STUDY MATERIAL >>

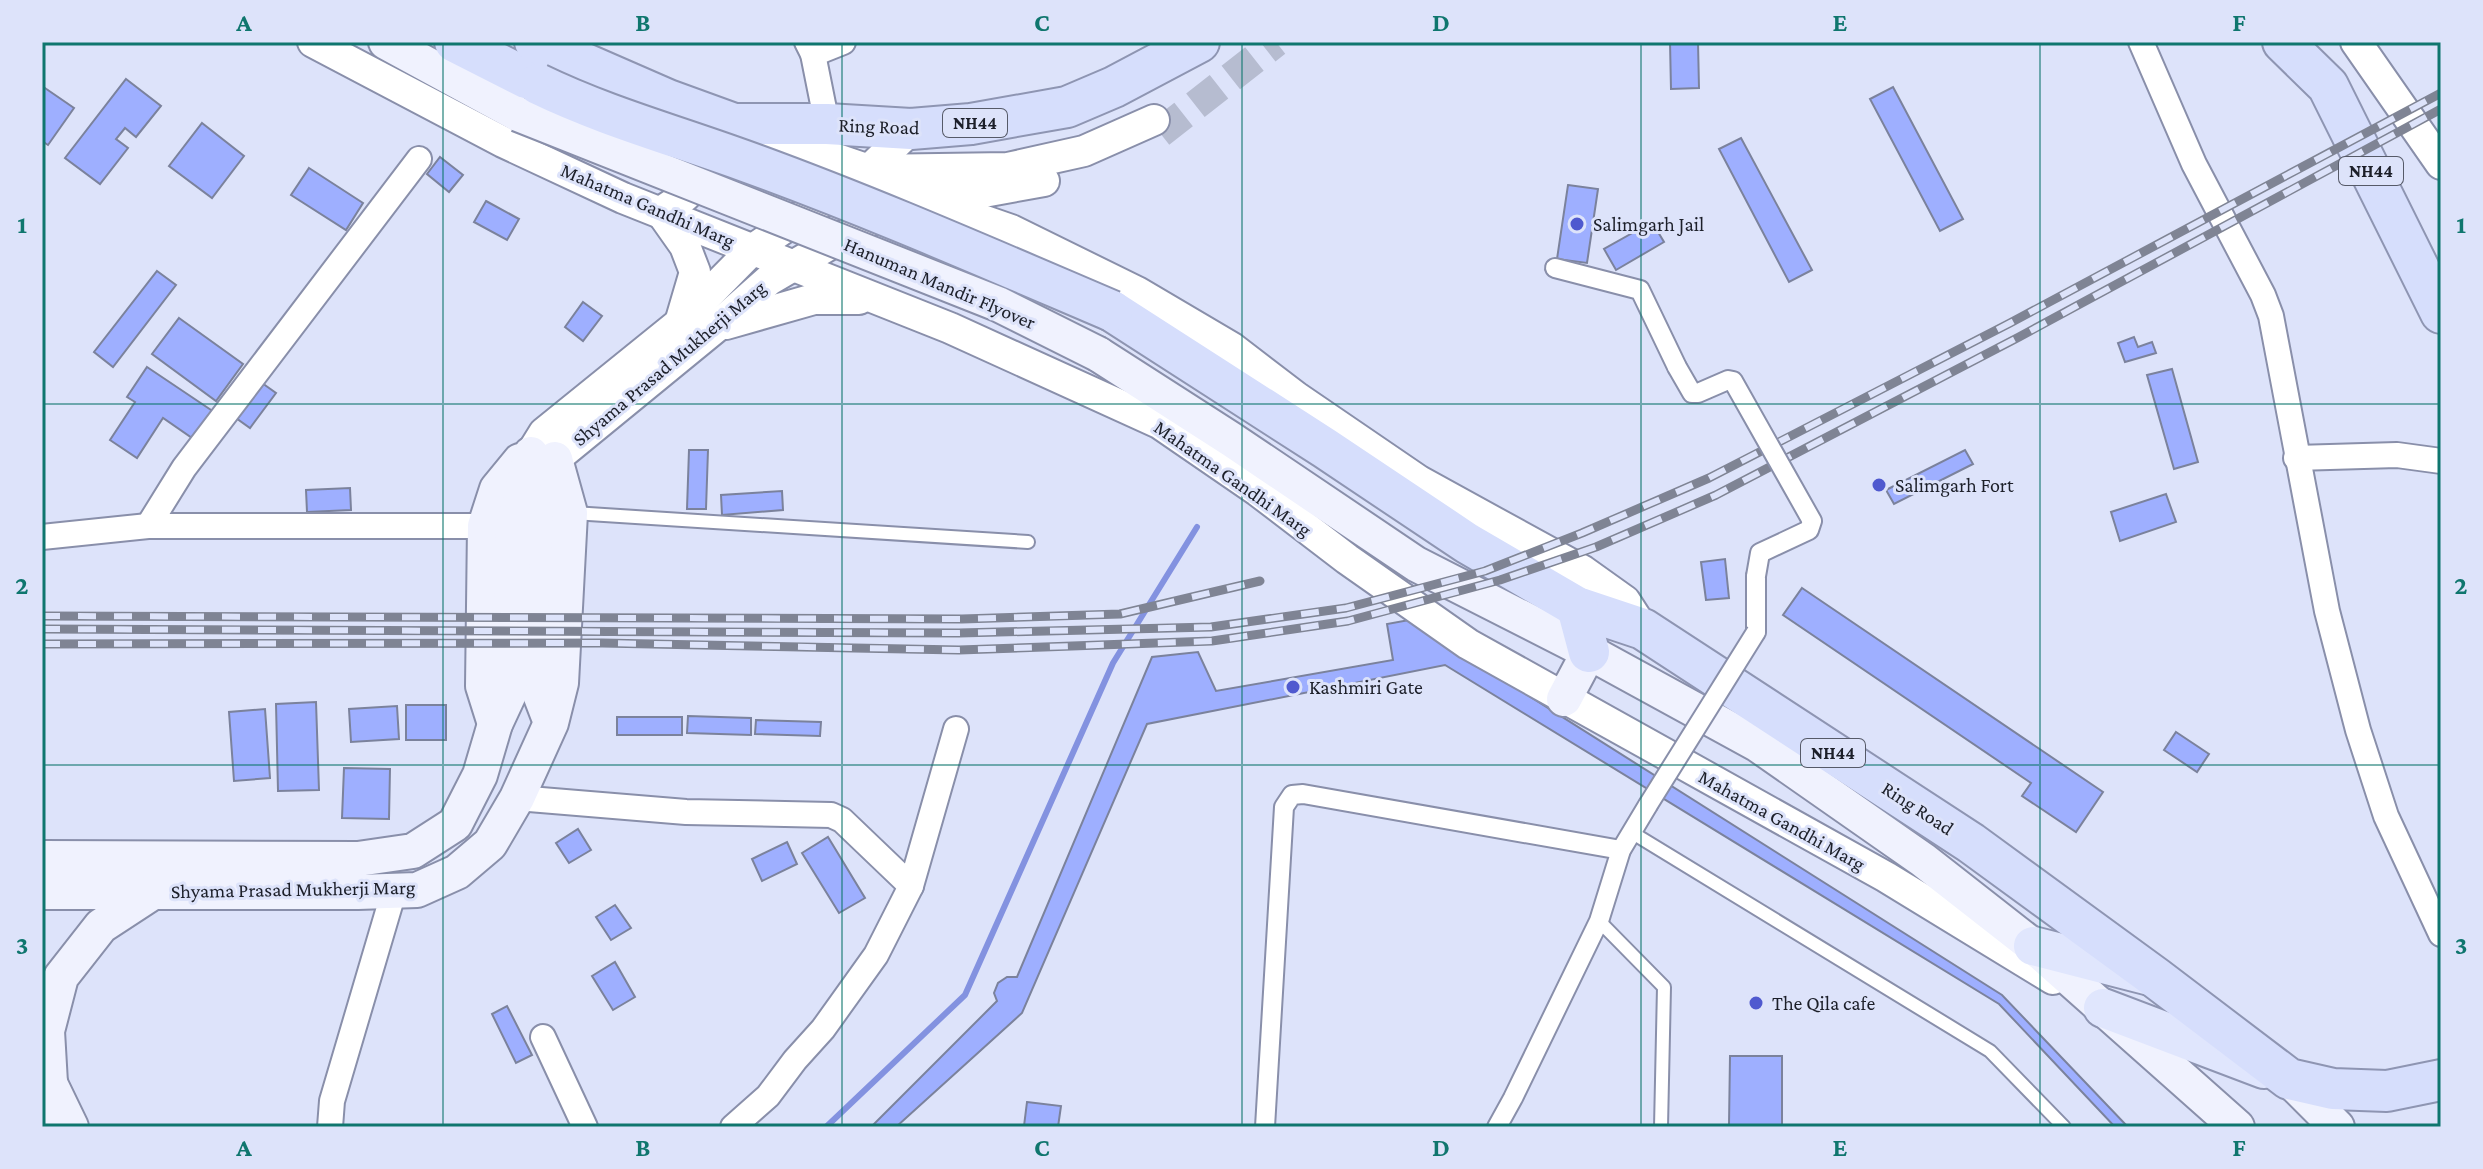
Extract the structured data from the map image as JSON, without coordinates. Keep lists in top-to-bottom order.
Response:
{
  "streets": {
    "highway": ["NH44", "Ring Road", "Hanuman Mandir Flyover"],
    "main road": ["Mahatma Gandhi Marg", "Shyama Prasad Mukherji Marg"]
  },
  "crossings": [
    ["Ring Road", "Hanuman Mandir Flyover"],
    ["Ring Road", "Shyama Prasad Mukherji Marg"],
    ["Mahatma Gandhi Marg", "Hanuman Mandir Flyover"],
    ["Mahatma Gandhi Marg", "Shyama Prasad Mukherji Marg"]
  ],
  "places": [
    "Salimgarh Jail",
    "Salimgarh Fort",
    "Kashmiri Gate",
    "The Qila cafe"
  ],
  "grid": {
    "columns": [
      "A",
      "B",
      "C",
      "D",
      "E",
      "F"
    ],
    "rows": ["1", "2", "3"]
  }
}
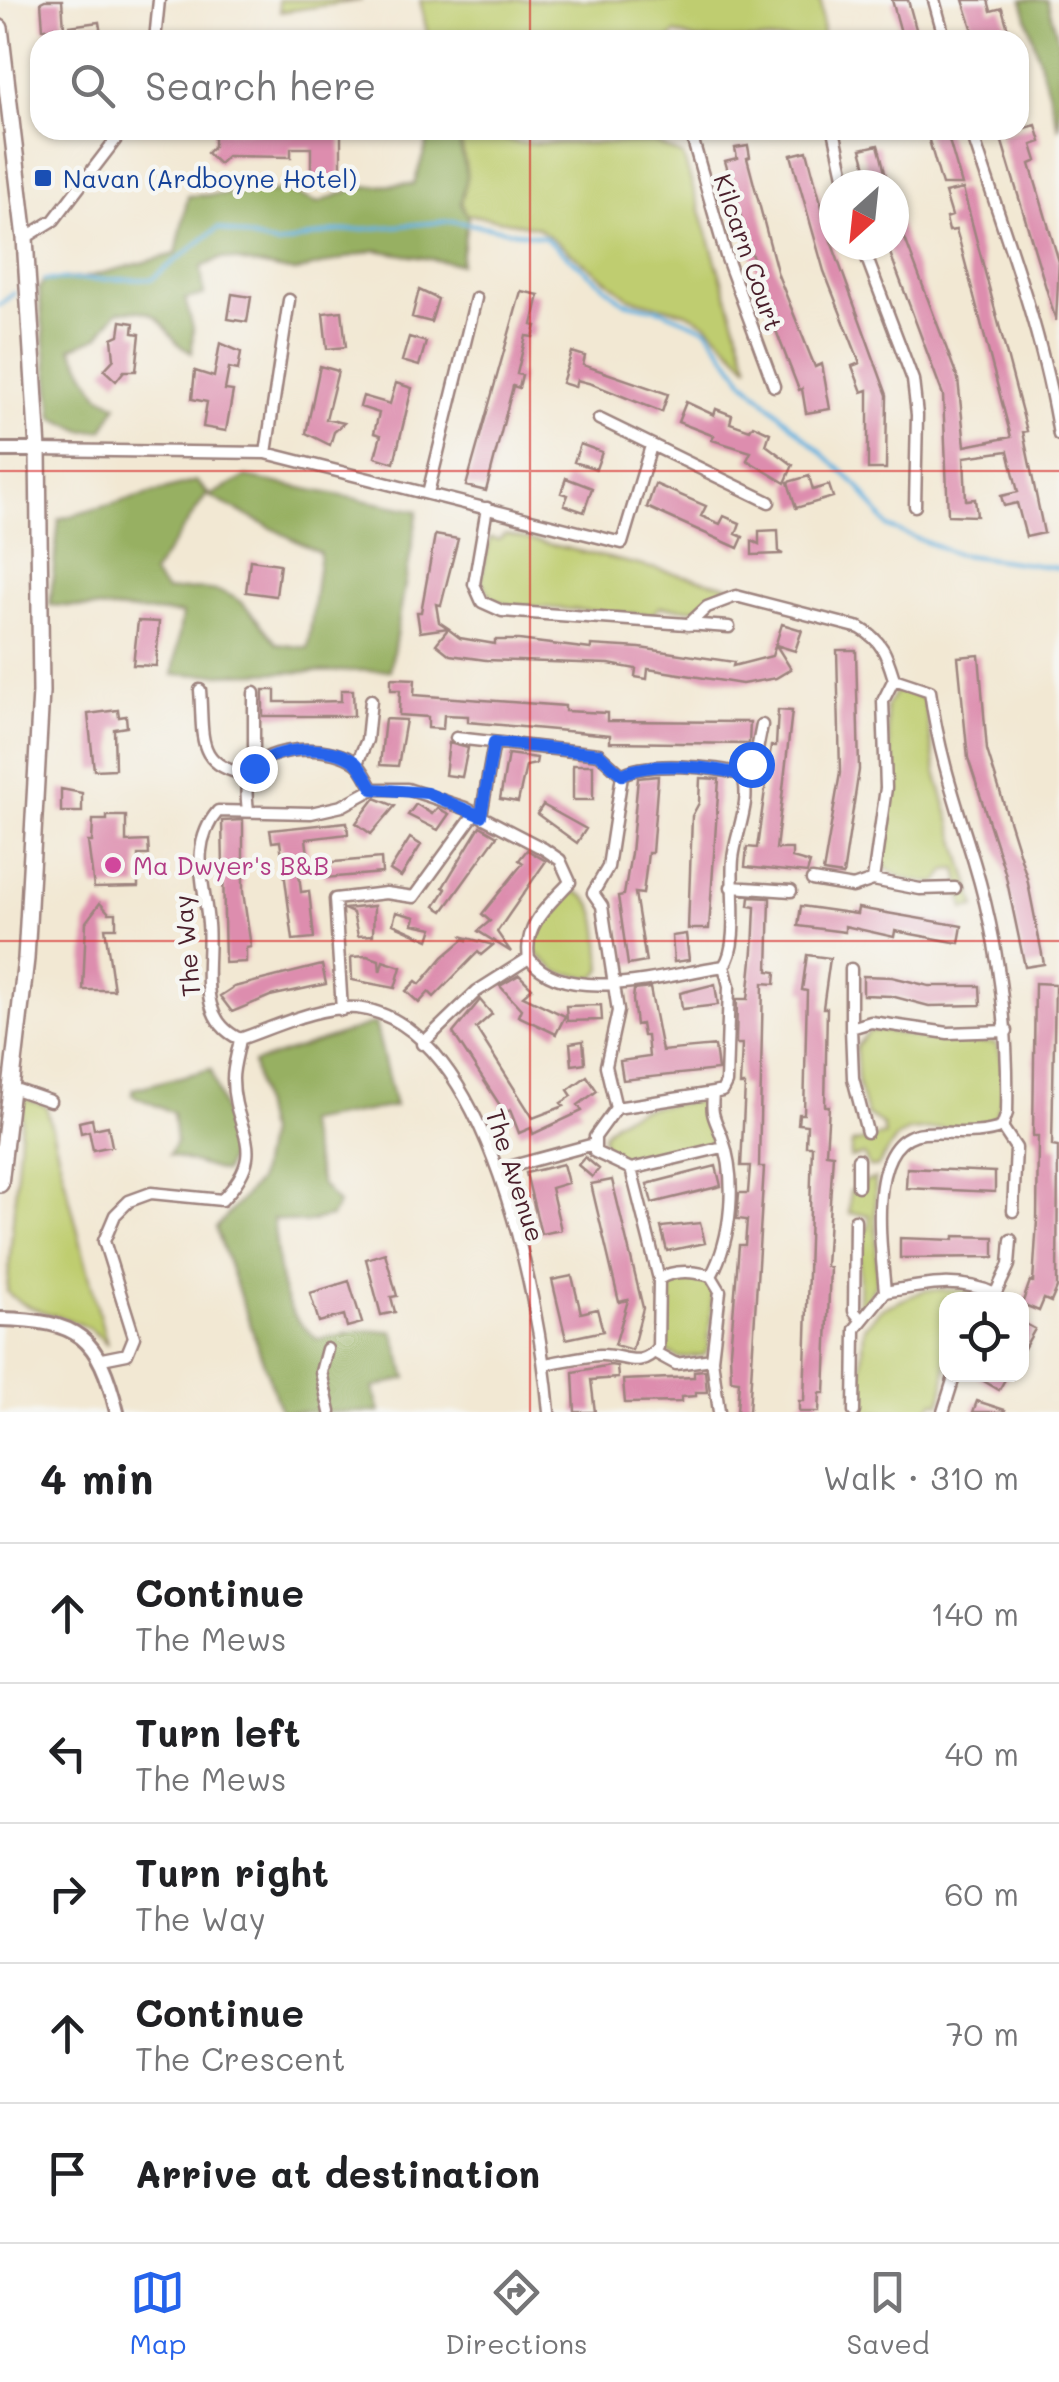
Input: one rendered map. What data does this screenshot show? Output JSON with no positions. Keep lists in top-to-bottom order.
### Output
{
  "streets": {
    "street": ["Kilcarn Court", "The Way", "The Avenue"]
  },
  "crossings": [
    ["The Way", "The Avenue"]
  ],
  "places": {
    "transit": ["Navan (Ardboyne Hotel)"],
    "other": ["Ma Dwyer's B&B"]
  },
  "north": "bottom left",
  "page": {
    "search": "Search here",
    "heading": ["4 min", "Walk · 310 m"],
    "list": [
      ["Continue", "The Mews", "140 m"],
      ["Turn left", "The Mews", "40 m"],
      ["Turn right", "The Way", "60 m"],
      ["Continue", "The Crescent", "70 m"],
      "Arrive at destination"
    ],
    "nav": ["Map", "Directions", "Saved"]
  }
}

THE TASK >> Would you please repeat each record exactly? Leave the pictures out.

WRITTEN SOLUTION >>
Extract the structured data from the map image as JSON, without coordinates. Keep lists in top-to-bottom order.
Response:
{
  "streets": {
    "highway": ["NH44", "Ring Road", "Hanuman Mandir Flyover"],
    "main road": ["Mahatma Gandhi Marg", "Shyama Prasad Mukherji Marg"]
  },
  "crossings": [
    ["Ring Road", "Hanuman Mandir Flyover"],
    ["Ring Road", "Shyama Prasad Mukherji Marg"],
    ["Mahatma Gandhi Marg", "Hanuman Mandir Flyover"],
    ["Mahatma Gandhi Marg", "Shyama Prasad Mukherji Marg"]
  ],
  "places": [
    "Salimgarh Jail",
    "Salimgarh Fort",
    "Kashmiri Gate",
    "The Qila cafe"
  ],
  "grid": {
    "columns": [
      "A",
      "B",
      "C",
      "D",
      "E",
      "F"
    ],
    "rows": ["1", "2", "3"]
  }
}
Input: one rendered map. What data does this screenshot show? Output JSON with no positions. Keep lists in top-to-bottom order.
### Output
{
  "streets": {
    "street": ["Kilcarn Court", "The Way", "The Avenue"]
  },
  "crossings": [
    ["The Way", "The Avenue"]
  ],
  "places": {
    "transit": ["Navan (Ardboyne Hotel)"],
    "other": ["Ma Dwyer's B&B"]
  },
  "north": "bottom left",
  "page": {
    "search": "Search here",
    "heading": ["4 min", "Walk · 310 m"],
    "list": [
      ["Continue", "The Mews", "140 m"],
      ["Turn left", "The Mews", "40 m"],
      ["Turn right", "The Way", "60 m"],
      ["Continue", "The Crescent", "70 m"],
      "Arrive at destination"
    ],
    "nav": ["Map", "Directions", "Saved"]
  }
}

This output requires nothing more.